An independent report released earlier this month described a “chaotic environment” with a “culture of blame and fear”, bullying and lack of trust among executives within the ESA.
Paramedics have passed two no-confidence motions in Ms Whelan over the past year, including as recently as six weeks ago at a meeting of the ACT Branch of the Transport Workers Union (TWU ACT).
The union is calling for the ESA to be dissolved and replaced by a new body – one out from under the government’s Justice and Community Safety (JACS) directorate and headed up by “someone who understands how to support and resource emergency services”.
It claims red tape is seriously hampering day-to-day operations.
“For example, uniforms overall have been a complete and utter disaster,” TWU ACT official Ben Sweaney says.
“There has been a systemic failure over the last three years to provide a fit-for-purpose maternity uniform. And we’re getting winter uniforms in January, while in the middle of winter, you’re lucky if you can get a summer uniform.
“The commissioner has failed to iron out those problems.”
In addition to how Ms Whelan “often unnecessarily involved herself in operations”, there are allegations of “inappropriate behaviour” towards staff including yelling at them.
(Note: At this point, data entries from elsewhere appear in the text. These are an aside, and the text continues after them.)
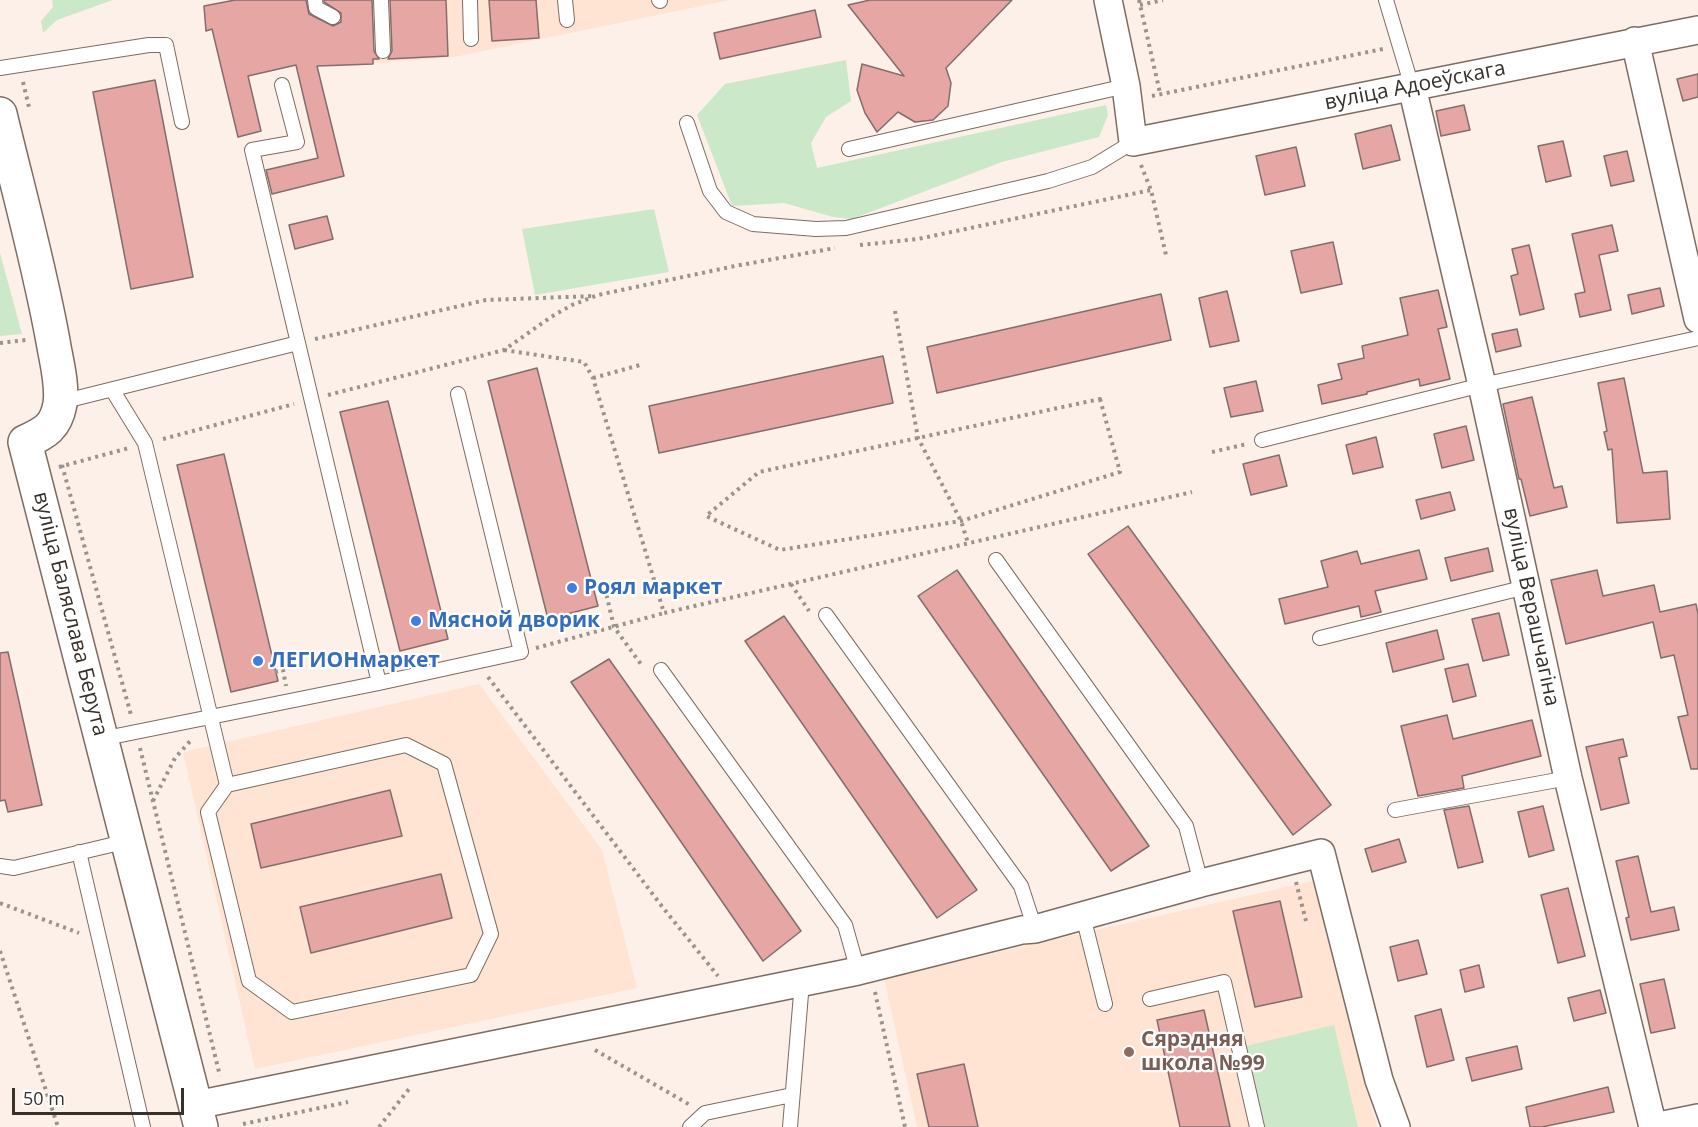 <!DOCTYPE html>
<meta charset="utf-8">
<style>
body{margin:0}
#map{position:relative;width:1698px;height:1127px;overflow:hidden;background:#fcf0e9;font-family:"Open Sans",sans-serif}
canvas{display:block}
.scale{position:absolute;left:12px;top:1088px;width:172px;height:27px;box-sizing:border-box;border:3px solid #37302b;border-top:0;padding-left:8px;font-size:18px;line-height:21px;white-space:nowrap;color:#37302b;-webkit-text-stroke:4px #fff;paint-order:stroke}
</style>
<div id="map">
<canvas width="1698" height="1127"></canvas>
<div class="scale">50 m</div>
</div>
<script>
const ctx = document.querySelector('canvas').getContext('2d');
ctx.lineJoin = 'round';
function paint(path, color) {
  ctx.fillStyle = color;
  ctx.fill(path, 'evenodd');
}
function strokePath(path, color, width, dash) {
  ctx.strokeStyle = color;
  ctx.lineWidth = width;
  ctx.lineCap = dash ? 'butt' : 'round';
  ctx.setLineDash(dash || []);
  ctx.stroke(path);
}
function drawText(font, color, halo, rows, align = 'center') {
  ctx.font = font + ' "Open Sans",sans-serif';
  ctx.lineWidth = 4.5;
  ctx.setLineDash([]);
  ctx.textBaseline = 'middle';
  ctx.strokeStyle = halo;
  ctx.fillStyle = color;
  for (const [text, x, y, turn = 0] of rows) {
    ctx.save();
    ctx.translate(x, y);
    ctx.rotate((+turn || 0) * Math.PI / 180);
    ctx.textAlign = isNaN(turn) ? turn : align;
    if (halo) ctx.strokeText(text, 0, 0);
    ctx.fillText(text, 0, 0);
    ctx.restore();
  }
}
const built = new Path2D(`
 M238,0H730L454,57L330,67L304,10L206,31L204,6Z
 M479,684L602,850L637,988L255,1069L183,752Z
 M1313,881L1377,1127H917L884,978Z`);
const green = new Path2D(`
 M52,0H113L57,20L43,33L41,21L53,7Z
 M846,60L851,101L826,117L811,143L817,168L1106,105L1108,115L1099,137L1002,162L852,219L833,217L784,203L732,206L697,115L725,84Z
 M654,209L669,272L535,295L522,229Z
 M0,253L22,334L0,336Z
 M1334,1025L1358,1127H1265L1246,1046Z`);
const building = new Path2D(`
 M235,0H306L309,14L333,26L341,22V13L324,2V0H372L374,51L379,59H373V64L317,66L344,176L272,194L266,170L318,158L296,65L248,76L261,131L238,137L212,29L206,31L204,6Z
 M390,0H446L448,56L388,59L392,51Z
 M489,0H536L539,38L492,41Z
 M870,0H1012L946,68L951,83L948,106L933,120L915,122L898,112L877,132L865,113L857,90L862,64L904,76L848,5Z
 M815,10L821,37L720,59L714,33Z
 M1698,74V97L1683,101L1677,79Z
 M155,80L193,277L131,289L93,92Z
 M1464,105L1470,130L1441,136L1436,111Z
 M1391,125L1400,160L1363,169L1355,134Z
 M1563,141L1571,176L1546,182L1538,146Z
 M1296,147L1305,186L1265,195L1256,156Z
 M1627,151L1634,181L1611,186L1604,156Z
 M327,216L333,239L295,249L289,225Z
 M1612,225L1618,251L1599,255L1611,310L1580,317L1575,294L1585,292L1572,234Z
 M1333,242L1342,284L1301,293L1291,251Z
 M1529,245L1544,309L1520,315L1511,276L1518,274L1512,249Z
 M1660,288L1664,306L1632,314L1628,295Z
 M1438,290L1447,327L1438,329L1450,379L1420,386L1419,379L1367,392V394L1322,404L1318,385L1342,379L1338,364L1364,358L1362,346L1408,335L1400,298Z
 M1227,291L1239,341L1210,347L1199,298Z
 M1161,294L1171,340L937,393L927,347Z
 M1517,329L1521,346L1496,352L1492,334Z
 M883,356L893,403L659,453L649,406Z
 M537,368L598,606L548,619L488,381Z
 M1624,378L1643,473L1667,471L1670,519L1617,523L1612,449L1608,450L1604,432L1607,431L1598,383Z
 M1256,381L1263,411L1231,417L1224,388Z
 M1532,397L1554,488L1562,486L1567,507L1530,516L1521,479H1519L1503,404Z
 M388,401L448,639L400,651L340,412Z
 M1466,426L1474,460L1442,468L1434,434Z
 M1376,437L1383,467L1353,474L1346,445Z
 M224,454L278,681L231,692L177,465Z
 M1279,455L1287,486L1251,495L1243,464Z
 M1450,492L1455,510L1421,519L1416,500Z
 M1128,526L1331,805L1293,835L1088,554Z
 M1488,548L1493,571L1451,581L1445,558Z
 M1419,550L1427,579L1375,591L1381,612L1361,617L1359,606L1285,624L1279,599L1328,587L1321,561L1357,551L1361,564Z
 M957,570L1149,846L1111,871L918,596Z
 M1597,570L1603,596L1654,585L1660,612L1696,604L1698,614V769H1691L1678,717L1688,715L1674,655L1661,658L1653,622L1566,644L1551,580Z
 M1499,613L1509,655L1483,661L1472,619Z
 M784,616L977,890L937,918L745,641Z
 M1437,630L1444,659L1393,672L1386,643Z
 M8,652L42,805L8,812L5,800L0,801V653Z
 M609,659L801,931L763,961L571,682Z
 M1468,664L1476,696L1453,702L1445,669Z
 M1447,715L1453,739L1532,720L1541,756L1462,776L1464,788L1418,796L1401,726Z
 M1623,739L1627,756L1619,758L1629,803L1601,810L1586,747Z
 M390,790L402,836L261,868L251,824Z
 M1469,806L1483,862L1458,868L1444,810Z
 M1543,806L1554,850L1529,857L1518,812Z
 M1399,839L1406,862L1372,872L1365,849Z
 M1638,856L1651,912L1674,907L1679,930L1631,940L1626,918L1629,917L1616,861Z
 M441,874L452,918L311,953L300,907Z
 M1568,888L1585,956L1558,963L1541,895Z
 M1280,901L1302,997L1255,1007L1233,911Z
 M1418,940L1427,974L1398,981L1390,947Z
 M1479,965L1484,987L1465,992L1460,970Z
 M1664,979L1675,1028L1651,1033L1640,984Z
 M1600,990L1606,1013L1574,1021L1568,998Z
 M1441,1009L1454,1060L1427,1067L1415,1016Z
 M1204,1010L1230,1127H1180L1157,1020Z
 M1517,1046L1522,1069L1472,1081L1466,1058Z
 M964,1064L978,1127H929L917,1074Z
 M1608,1087L1614,1112L1542,1127H1530L1526,1107Z`);
const path = new Path2D(`
 M1139,0L1160,93
 M1140,5L1163,0
 M23,82L29,107
 M1152,96L1383,49
 M1141,165L1151,190L1166,255
 M860,245L918,239L1151,190
 M895,311L918,438L961,521L968,543
 M315,339L486,300L594,296
 M0,343L26,340
 M504,350L584,362L593,378L664,613L1192,492
 M593,378L640,365
 M328,395L504,350L551,317L572,305L598,295L735,266L835,248
 M1100,399L1120,472L961,521L780,550L706,516L759,472Z
 M163,439L294,404
 M1212,452L1247,444
 M62,465L131,715
 M59,467L129,448
 M791,584L809,611
 M593,586L604,584L614,627L643,667
 M536,648L664,613
 M275,672L283,670L286,686
 M488,677L664,909L718,976
 M140,748L220,1076
 M153,801L175,758L192,739
 M1296,882L1306,921
 M0,903L79,933
 M0,951L58,1127
 M875,992L905,1127
 M595,1050L690,1105
 M243,1124L348,1102
 M379,1127L409,1089`);
const service = new Path2D(`
 M315,0L316,8L333,17
 M381,0L383,51
 M470,0L471,39
 M565,0L567,20
 M659,0L660,1
 M1386,0L1412,87
 M0,68L149,45H166L182,122
 M282,85L297,142L252,150L379,683
 M687,123L710,191L726,212L753,224L816,229L846,228L1048,181L1092,167L1133,142
 M849,149L1126,86
 M113,391L145,443L227,785L208,812L249,981L292,1012L471,975L491,934L444,764L406,745L227,785
 M61,402L298,343
 M1262,440L1482,385L1698,338
 M996,560L1186,826L1201,883
 M826,615L1021,886L1035,929
 M1320,638L1526,587
 M661,670L845,925L858,971
 M101,739L379,683L521,652L458,394
 M1395,810L1568,778
 M79,852L143,1127
 M0,866L14,868L128,841
 M1083,916L1105,1004
 M1150,999L1224,982L1257,1127
 M690,1127L705,1113L792,1095
 M790,1127L802,982`);
const minor = new Path2D(`
 M1108,0L1126,86L1133,142L1698,30
 M1635,41L1698,319
 M1412,87L1482,385L1568,778L1653,1127
 M196,1105L858,971L1022,930L1035,929L1201,883L1321,853L1379,1080L1396,1127
 M1654,1127L1698,1118`);
const tertiary = new Path2D(`
 M0,114C18,189 39,264 53,341C56,360 63,384 60,404C56,427 45,433 25,442L201,1127`);
const markers = [
 [572,588,6,"#3f7fe0"],
 [416,621,6,"#3f7fe0"],
 [258,661,6,"#3f7fe0"],
 [1129,1052,6,"#8d6e63"]
];
const streetNames = [
 ["вуліца Адоеўскага",1415,86,-11],
 ["вуліца Верашчагіна",1531,607,78],
 ["вуліца Баляслава Берута",70,614,76]
];
const shopNames = [
 ["Роял маркет",584,588],
 ["Мясной дворик",428,621],
 ["ЛЕГИОНмаркет",270,661]
];
const educationNames = [
 ["Сярэдняя",1141,1040],
 ["школа №99",1141,1064]
];
paint(built, '#ffe3d3');
paint(green, '#cbe9c8');
paint(building, '#e5a6a4');
strokePath(building, '#836d6d', 1.5);
strokePath(service, '#7e6c62', 16);
strokePath(minor, '#7e6c62', 30);
strokePath(tertiary, '#7e6c62', 36);
strokePath(path, '#9b928c', 4, [3, 4.5]);
strokePath(service, '#fff', 14);
strokePath(minor, '#fff', 27);
strokePath(tertiary, '#fff', 33);
for (const [x, y, r, color] of markers) {
  const dot = new Path2D();
  dot.arc(x, y, r, 0, 2 * Math.PI);
  ctx.fillStyle = color;
  ctx.fill(dot);
  strokePath(dot, '#fff', 2);
}
drawText('21px', '#37302b', '#fff', streetNames);
drawText('bold 21px', '#366cbe', '#fff', shopNames, 'left');
drawText('bold 21px', '#785e54', '#fff', educationNames, 'left');
</script>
One paramedic told Region he had never “been to a meeting that didn’t involve her yelling”.
“This was their leader and our members’ concerns went unaddressed, so how can they have confidence?” Mr Sweaney says.
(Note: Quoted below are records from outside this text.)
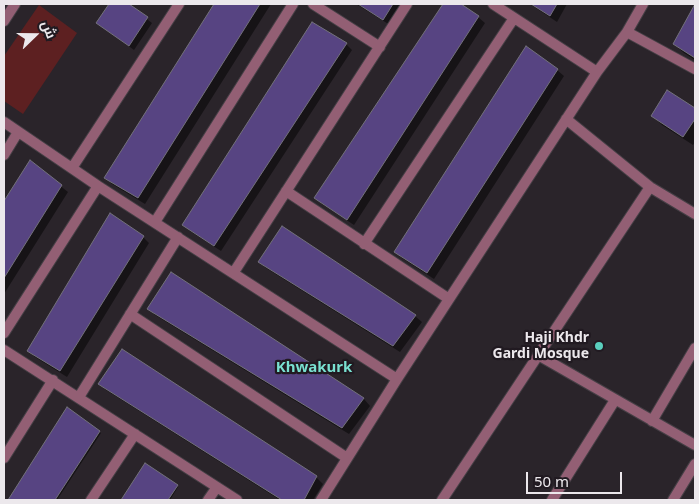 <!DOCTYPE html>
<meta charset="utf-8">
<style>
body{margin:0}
#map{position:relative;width:699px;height:504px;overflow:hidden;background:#2a242a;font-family:"Noto Sans",Cairo,sans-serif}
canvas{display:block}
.frame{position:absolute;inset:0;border:5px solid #ece8ec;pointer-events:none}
.north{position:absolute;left:10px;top:10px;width:50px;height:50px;-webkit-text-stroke:4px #211a21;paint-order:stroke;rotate:68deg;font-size:14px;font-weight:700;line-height:20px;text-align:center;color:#ece8ec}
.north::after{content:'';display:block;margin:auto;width:18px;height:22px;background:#ece8ec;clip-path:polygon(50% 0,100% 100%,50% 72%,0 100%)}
.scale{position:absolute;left:526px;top:472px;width:96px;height:22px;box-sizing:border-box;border:2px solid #ece8ec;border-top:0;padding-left:6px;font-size:15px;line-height:18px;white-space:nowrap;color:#ece8ec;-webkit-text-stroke:4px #211a21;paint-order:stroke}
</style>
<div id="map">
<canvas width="699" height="504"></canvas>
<div class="frame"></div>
<div class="north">ش</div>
<div class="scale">50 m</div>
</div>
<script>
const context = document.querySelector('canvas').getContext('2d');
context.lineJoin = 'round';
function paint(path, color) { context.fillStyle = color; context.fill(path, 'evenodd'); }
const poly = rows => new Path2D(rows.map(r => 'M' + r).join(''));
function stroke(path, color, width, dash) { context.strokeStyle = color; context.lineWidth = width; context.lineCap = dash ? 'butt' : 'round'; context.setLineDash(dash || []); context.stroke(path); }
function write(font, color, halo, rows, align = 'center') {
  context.font = font + ' "Noto Sans",sans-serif'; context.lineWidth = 4.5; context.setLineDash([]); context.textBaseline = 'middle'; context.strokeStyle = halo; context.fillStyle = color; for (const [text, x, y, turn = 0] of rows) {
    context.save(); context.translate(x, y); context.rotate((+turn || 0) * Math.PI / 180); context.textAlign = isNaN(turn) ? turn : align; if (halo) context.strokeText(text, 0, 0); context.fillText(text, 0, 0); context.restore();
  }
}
paint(poly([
 [39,5,77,33,23,114,4,101,4,56]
]), '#5d2021');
paint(poly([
 [111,4,127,4,152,23,134,50,98,23],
 [216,4,271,4,145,204,112,184,106,178],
 [356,4,403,4,390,25],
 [444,4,459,4,478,17,485,23,354,225,322,204,316,198],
 [530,4,567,4,557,22],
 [692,12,695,15,695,60,684,53,674,44],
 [346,44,352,50,221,251,190,231,184,225],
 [557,70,564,76,434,279,402,258,395,252],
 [668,92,695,110,695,142,693,145,662,125,653,116],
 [30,162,68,192,4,294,4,203],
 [143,237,149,243,67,377,35,357,29,351],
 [259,262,415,316,422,322,400,352,266,268],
 [172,274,364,399,370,406,349,434,155,315,149,308],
 [100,384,316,477,323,484,313,500,280,500,106,390],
 [67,409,101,433,57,500,10,500],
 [146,464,178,487,170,500,123,500]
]), '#0007');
const building = poly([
 [109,4,129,4,148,17,129,46,96,23,109,4],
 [214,4,260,4,138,198,104,178,214,4],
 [358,4,393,4,383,20,358,4],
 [443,4,461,4,479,16,347,220,314,198,443,4],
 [531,4,557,4,550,16,531,4],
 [695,4,695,58,673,44,695,4],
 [312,22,347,43,214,246,182,225,312,22],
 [526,46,558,69,427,273,394,252,526,46],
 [667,90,695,108,695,119,683,137,651,116,667,90],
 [30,160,62,185,4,278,4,201,30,160],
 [110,213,144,236,60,371,27,351,110,213],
 [282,226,416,315,393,346,258,262,282,226],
 [171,272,364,398,342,428,147,309,171,272],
 [122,349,317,476,304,500,282,500,98,384,122,349],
 [67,407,100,431,55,500,8,500,67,407],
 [145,463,178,485,168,500,121,500,145,463]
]);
paint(building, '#574482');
stroke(building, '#73717b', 1);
const street = poly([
 [313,4,380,47],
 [493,4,597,72],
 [4,21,15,4],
 [627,32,695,69],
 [566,119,650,187,695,214],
 [4,122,98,186,397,379],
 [4,155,18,132],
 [72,168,179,4],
 [286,191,449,299],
 [155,222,293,4],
 [364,244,514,18],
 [234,272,407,4],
 [130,314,347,458],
 [4,333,98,186],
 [4,350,237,500],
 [538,355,695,445],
 [79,397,178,237],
 [652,421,695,348],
 [4,458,53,380],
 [91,500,135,434],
 [208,500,217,487],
 [321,500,397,379,597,72,627,32,643,4],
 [442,500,650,187],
 [552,500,615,400],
 [673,500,695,464]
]);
stroke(street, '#453f45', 12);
stroke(street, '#935f74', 10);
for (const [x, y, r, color] of [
 [599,346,5,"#5acebd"]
]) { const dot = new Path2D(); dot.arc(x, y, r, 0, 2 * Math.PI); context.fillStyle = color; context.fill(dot); stroke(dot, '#211a21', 2); }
write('bold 14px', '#ece8ec', '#211a21', [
 ["Haji Khdr",589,338],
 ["Gardi Mosque",589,354]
], 'right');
write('bold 15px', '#79e1d1', '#211a21', [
 ["Khwakurk",314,368]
]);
</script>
Emergency Services Minister Mick Gentleman has said the government would “certainly not” consider divvying up the the ESA.
“The ESA was formed quite deliberately after the 2003 fires,” he said.
“We found from the McLeod Report that these agencies were not working well separately and an ESA was required to oversee and actually drive direction through the different sub-agencies of the ESA.”
The report Mr Gentleman referred to came out in the aftermath of the January 2003 bushfire, and found ACT emergency services “performed creditably, but … were overwhelmed by the intensity of the fires and the unexpected speed of their advance”.
It proposed an ‘ACT Emergency Authority’ be formed to guide strategy and manage communication for future emergencies.
However, the union argues the McLeod Report is now 20 years old and negated by several reviews since then, including the Walker Review and Blueprint for Change Review, both of which point to management issues within the ESA.
“We think it’s time to start afresh,” Mr Sweaney says.
“We believe that the ESA creates another level of bureaucracy that’s unnecessary, unhelpful and hinders day-to-day operations.”
He cites an alternative in NSW, where a board of paramedics or firefighters outline issues with external stakeholders, who then provide advice. But whatever it looks like, he says it’s important work on a way to cut the red tape and provide “life-saving services” starts now.
“We call on the minister to commit to a new review so we can examine what’s changed since 2003.”
The union adds that it “welcomes the resignation and wishes Ms Whelan and her family well into the future”.
Assistant Commissioner Jason Jones will guide the ESA until a new full-time Commissioner is found.